There is no guarantee that a new timeline will definitely be forthcoming at the PAC hearing. Any new information given is likely to depend on what questions the committee decides to ask about progress on the programme.

A further update on ESN will also take place at the BAPCO emergency services conference in Coventry on March 20 and 21 when one of the speakers will be the ESMCP programme director Gordon Shipley. The fact that Shipley himself will attend the conference is perhaps a clue that the Home Office recognises the need to provide greater clarity on the programme’s progress.

In supplementary written evidence supplied to the PAC in November by Surrey and Sussex Police, the two forces expressed concern at ESN delays and warned of an estimated cost of £1.2m for the South East region for each month of delay. 

The forces said, “There is an ongoing cost of maintaining the existing communications service over a longer period. The cost of running Airwave has not reduced and any potential savings predicted as a result of the new ESN service have been moved into later financial years within Forces’ medium term budgets.”

As well as the potential savings on Airwave contracts and running costs (compared to the cheaper ESN service), forces in the South East region had planned to rationalise existing mobile phone contracts as a result of the new technology offered by ESN, the evidence said.

Forces had “planned the renewal of these commercials with mobile phone providers to coincide with the original timeframe for ESN.  The delay has resulted in an early re-negotiation of these contracts to bridge the gap between the old transition dates and the potential new ones. As a result, there is now no immediately feasible way to provide an alternative to officers’ digital equipment, resulting in additional cost, not expected,” the Surrey and Sussex forces said.

They added that, “Forces are concerned that any financial burden as a result of delay will fall to them in the form of a “top-slice” to Police Grant.” 

On strategic risks, Surrey and Sussex warned that due to the adverse publicity around the delay to the programme, there is a strong possibility of a loss of confidence in the product being delivered and the potential benefits that are seen to be now minimised.

The two forces said, “A number of benefits were set out as a result of the new technology, both operational and strategic: For the South East region, ESN is seen as an enabler to a collaboration ambition by providing a single shared technology, implemented in a consistent way to support operational policing.

“Operationally, the exploitation of ESN has numerous benefits to the Police Officers and staff on the frontline. It promises to provide up to date and future-proof technology with guaranteed service and supports the National Police Chiefs Council (NPCC) 2025 Digital Vision for the future of frontline digital enablement.

“The delay is minimising these benefits and as a result there could potentially cause a delay to further collaboration opportunities in the region to make better use of resources, ultimately impacting on service to the public.”

On technical risk, the pair said, “Plans for exploitation of the ESN technical opportunities have now been delayed within the medium term regional technical ambition.  Ageing technology will now not be replaced by ESN within the next 18 months which will have potential impact on Forces’ ability to rationalise the technology estate, resulting in a further cost burden to forces."
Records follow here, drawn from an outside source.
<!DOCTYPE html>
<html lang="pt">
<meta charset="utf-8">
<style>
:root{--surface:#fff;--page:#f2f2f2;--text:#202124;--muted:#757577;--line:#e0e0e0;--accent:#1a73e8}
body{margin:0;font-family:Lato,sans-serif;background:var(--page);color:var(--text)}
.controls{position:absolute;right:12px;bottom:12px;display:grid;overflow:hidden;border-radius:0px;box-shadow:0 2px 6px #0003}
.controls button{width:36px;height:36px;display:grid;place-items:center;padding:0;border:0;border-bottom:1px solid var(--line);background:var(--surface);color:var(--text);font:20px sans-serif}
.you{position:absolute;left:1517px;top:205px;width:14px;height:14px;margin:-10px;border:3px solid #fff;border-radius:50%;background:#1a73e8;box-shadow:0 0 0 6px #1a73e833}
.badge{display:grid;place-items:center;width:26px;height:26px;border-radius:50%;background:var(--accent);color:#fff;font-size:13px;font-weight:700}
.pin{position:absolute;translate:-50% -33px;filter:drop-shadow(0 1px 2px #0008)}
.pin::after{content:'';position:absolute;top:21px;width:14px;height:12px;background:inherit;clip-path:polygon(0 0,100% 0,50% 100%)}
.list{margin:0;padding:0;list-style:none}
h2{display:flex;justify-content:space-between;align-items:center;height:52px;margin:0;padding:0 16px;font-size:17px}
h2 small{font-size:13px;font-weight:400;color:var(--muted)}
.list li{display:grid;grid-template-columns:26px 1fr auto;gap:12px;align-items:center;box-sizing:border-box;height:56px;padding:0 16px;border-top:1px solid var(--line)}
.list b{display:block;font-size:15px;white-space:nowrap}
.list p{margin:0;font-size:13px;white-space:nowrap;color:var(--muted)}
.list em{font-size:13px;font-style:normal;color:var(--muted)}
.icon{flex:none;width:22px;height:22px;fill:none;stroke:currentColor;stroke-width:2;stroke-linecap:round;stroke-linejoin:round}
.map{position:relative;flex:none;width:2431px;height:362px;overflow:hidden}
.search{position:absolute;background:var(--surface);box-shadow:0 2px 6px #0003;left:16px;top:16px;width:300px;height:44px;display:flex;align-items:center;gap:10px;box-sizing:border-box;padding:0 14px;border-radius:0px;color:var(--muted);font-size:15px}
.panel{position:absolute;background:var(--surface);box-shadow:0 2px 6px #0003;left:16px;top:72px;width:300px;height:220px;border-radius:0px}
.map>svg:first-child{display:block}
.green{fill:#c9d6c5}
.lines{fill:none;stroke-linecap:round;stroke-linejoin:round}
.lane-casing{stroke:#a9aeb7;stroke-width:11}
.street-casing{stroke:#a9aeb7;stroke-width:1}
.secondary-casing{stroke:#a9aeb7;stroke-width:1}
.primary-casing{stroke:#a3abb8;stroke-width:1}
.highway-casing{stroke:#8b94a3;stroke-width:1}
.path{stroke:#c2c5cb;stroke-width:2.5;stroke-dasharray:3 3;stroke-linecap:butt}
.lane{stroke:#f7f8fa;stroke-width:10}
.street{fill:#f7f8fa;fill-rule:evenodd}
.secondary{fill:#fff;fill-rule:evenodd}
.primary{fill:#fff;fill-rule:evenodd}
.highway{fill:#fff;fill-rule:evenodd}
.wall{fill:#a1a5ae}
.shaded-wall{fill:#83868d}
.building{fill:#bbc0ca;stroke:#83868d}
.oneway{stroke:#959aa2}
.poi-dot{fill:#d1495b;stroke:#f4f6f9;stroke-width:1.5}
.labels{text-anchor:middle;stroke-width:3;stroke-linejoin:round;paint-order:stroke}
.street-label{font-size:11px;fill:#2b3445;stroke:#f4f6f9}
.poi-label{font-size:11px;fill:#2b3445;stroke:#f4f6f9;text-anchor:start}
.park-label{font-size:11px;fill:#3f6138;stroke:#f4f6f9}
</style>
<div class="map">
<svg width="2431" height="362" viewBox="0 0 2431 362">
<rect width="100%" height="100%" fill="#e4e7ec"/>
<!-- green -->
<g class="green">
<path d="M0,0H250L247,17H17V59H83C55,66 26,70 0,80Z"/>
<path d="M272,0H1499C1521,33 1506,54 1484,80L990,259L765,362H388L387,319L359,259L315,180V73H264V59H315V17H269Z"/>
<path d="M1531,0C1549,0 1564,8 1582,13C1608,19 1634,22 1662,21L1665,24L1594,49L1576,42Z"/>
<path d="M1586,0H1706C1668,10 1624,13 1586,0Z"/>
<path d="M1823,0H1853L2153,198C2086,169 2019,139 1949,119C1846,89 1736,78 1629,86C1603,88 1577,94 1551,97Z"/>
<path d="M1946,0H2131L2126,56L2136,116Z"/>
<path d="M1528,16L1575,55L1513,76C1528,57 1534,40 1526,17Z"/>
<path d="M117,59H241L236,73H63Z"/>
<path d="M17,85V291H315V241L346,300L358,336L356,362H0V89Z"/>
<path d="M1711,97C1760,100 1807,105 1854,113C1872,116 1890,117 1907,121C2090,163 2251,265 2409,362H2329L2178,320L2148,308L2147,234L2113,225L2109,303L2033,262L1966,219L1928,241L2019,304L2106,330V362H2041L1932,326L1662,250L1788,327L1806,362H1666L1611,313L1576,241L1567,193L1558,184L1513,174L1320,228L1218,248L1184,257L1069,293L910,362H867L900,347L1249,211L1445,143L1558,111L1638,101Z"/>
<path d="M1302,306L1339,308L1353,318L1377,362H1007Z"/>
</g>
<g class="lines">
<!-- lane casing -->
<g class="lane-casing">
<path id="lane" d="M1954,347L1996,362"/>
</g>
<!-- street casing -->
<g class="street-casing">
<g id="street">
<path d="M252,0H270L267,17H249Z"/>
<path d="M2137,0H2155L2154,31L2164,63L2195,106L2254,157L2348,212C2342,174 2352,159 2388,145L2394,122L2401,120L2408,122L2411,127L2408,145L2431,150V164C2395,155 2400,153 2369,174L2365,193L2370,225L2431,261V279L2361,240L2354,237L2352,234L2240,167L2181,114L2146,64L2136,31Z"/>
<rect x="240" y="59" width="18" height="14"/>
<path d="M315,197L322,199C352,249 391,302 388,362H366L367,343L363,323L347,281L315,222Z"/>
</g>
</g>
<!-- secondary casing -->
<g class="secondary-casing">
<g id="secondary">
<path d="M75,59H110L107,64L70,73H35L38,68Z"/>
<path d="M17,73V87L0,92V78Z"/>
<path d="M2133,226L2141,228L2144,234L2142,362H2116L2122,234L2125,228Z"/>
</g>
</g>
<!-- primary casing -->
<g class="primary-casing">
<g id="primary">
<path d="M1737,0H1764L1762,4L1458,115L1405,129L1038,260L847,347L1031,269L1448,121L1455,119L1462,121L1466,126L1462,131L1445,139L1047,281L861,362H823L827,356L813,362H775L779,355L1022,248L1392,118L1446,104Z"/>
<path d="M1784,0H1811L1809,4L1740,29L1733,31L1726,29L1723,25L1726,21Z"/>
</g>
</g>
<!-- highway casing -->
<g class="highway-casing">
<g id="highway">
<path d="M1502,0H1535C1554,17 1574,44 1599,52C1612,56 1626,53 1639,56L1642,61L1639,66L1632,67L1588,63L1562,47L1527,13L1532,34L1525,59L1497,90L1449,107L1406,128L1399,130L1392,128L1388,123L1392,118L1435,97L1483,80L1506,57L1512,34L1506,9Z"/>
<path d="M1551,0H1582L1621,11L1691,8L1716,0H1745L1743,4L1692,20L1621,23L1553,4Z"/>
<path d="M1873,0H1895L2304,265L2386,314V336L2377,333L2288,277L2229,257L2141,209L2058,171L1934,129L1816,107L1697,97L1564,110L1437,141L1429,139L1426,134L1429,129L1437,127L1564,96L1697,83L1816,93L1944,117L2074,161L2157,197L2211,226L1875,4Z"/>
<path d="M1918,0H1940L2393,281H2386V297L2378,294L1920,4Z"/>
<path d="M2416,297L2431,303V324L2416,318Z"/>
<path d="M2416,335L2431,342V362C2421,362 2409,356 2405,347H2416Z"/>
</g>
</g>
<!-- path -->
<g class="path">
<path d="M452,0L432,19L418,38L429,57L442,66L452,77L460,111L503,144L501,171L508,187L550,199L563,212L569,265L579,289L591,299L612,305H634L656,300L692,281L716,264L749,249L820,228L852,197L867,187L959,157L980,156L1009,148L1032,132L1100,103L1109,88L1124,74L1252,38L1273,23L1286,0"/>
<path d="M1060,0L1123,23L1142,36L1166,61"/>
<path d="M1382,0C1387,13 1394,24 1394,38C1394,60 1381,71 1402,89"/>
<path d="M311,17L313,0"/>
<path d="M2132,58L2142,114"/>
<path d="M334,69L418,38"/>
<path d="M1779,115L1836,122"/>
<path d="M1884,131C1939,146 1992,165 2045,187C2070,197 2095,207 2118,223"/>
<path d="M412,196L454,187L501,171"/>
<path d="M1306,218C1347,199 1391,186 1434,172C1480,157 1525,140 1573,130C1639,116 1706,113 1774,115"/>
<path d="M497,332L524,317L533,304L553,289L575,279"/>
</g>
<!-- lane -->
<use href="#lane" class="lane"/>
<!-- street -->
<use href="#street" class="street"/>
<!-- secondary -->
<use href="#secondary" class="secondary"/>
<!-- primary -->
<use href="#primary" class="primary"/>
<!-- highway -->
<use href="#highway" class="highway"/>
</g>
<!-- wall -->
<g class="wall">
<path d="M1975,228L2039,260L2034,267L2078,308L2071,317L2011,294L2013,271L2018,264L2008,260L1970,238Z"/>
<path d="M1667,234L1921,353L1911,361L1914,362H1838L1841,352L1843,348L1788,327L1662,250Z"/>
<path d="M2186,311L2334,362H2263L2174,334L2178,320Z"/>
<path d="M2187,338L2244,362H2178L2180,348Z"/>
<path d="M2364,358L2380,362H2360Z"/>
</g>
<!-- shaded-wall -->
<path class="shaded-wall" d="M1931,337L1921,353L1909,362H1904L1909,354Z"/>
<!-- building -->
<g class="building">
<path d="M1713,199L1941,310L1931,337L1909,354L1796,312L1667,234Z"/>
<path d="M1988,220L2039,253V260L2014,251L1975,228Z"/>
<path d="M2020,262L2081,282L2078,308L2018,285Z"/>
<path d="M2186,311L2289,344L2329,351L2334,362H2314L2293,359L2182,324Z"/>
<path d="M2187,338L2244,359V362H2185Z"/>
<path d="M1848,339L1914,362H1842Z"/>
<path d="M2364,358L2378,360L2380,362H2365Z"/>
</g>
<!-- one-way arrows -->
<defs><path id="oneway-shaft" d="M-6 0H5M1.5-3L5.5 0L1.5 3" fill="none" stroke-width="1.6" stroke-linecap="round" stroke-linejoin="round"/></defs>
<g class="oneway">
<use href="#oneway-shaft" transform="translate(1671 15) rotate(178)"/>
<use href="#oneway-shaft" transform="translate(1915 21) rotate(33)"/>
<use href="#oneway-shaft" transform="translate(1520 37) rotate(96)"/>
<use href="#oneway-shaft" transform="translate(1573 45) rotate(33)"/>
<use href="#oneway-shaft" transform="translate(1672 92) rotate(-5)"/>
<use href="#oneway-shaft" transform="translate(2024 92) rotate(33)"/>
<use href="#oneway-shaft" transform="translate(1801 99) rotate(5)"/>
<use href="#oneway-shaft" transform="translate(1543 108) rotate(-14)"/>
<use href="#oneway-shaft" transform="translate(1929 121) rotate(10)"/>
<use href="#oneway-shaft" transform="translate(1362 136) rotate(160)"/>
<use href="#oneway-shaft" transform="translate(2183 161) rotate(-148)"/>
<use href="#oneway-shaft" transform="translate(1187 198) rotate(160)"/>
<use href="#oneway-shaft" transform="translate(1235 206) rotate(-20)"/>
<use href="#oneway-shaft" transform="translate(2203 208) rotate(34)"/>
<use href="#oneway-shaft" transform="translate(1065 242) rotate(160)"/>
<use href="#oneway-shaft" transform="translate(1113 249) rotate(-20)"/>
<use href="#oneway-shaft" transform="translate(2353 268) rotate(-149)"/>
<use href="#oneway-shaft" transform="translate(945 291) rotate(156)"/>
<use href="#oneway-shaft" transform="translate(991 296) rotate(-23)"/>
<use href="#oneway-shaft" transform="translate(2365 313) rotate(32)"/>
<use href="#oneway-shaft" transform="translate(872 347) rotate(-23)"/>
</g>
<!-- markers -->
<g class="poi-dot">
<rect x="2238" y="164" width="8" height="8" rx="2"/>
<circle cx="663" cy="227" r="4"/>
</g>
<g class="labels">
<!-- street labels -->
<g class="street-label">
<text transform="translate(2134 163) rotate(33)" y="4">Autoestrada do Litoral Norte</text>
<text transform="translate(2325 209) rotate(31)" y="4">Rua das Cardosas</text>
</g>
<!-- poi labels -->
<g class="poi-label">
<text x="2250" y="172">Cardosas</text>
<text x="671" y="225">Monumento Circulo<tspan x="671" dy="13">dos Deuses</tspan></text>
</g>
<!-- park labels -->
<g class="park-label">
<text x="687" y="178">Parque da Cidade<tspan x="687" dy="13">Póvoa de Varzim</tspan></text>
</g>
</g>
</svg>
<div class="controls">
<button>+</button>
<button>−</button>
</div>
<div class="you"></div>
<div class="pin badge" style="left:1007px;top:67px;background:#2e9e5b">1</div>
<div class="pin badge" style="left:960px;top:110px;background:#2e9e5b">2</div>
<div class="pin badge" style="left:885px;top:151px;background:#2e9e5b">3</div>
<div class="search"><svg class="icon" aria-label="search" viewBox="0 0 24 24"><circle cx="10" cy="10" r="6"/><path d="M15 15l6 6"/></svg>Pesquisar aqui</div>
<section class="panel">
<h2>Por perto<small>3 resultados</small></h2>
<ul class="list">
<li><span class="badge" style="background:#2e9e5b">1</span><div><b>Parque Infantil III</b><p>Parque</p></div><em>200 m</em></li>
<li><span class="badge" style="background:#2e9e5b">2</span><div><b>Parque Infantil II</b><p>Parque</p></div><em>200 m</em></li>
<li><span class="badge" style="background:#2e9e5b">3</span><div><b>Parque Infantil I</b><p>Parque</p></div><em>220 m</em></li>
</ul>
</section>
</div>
The Mayor of London's Office for Policing and Crime also has its concerns on ESN delays. In a paper requesting approval for release of capital funding for the Metropolitan Police's Emergency Services Network Strategic Project Team from November 1 2017 to March 31 2021, there was a note that the capital funding requested includes a 10% contingency "to allow for the current uncertainty around the Home Office delivery dates, the content and quality of the deliverables, and the impact this may have on the workload of the Emergency Services Network Strategic Project Team."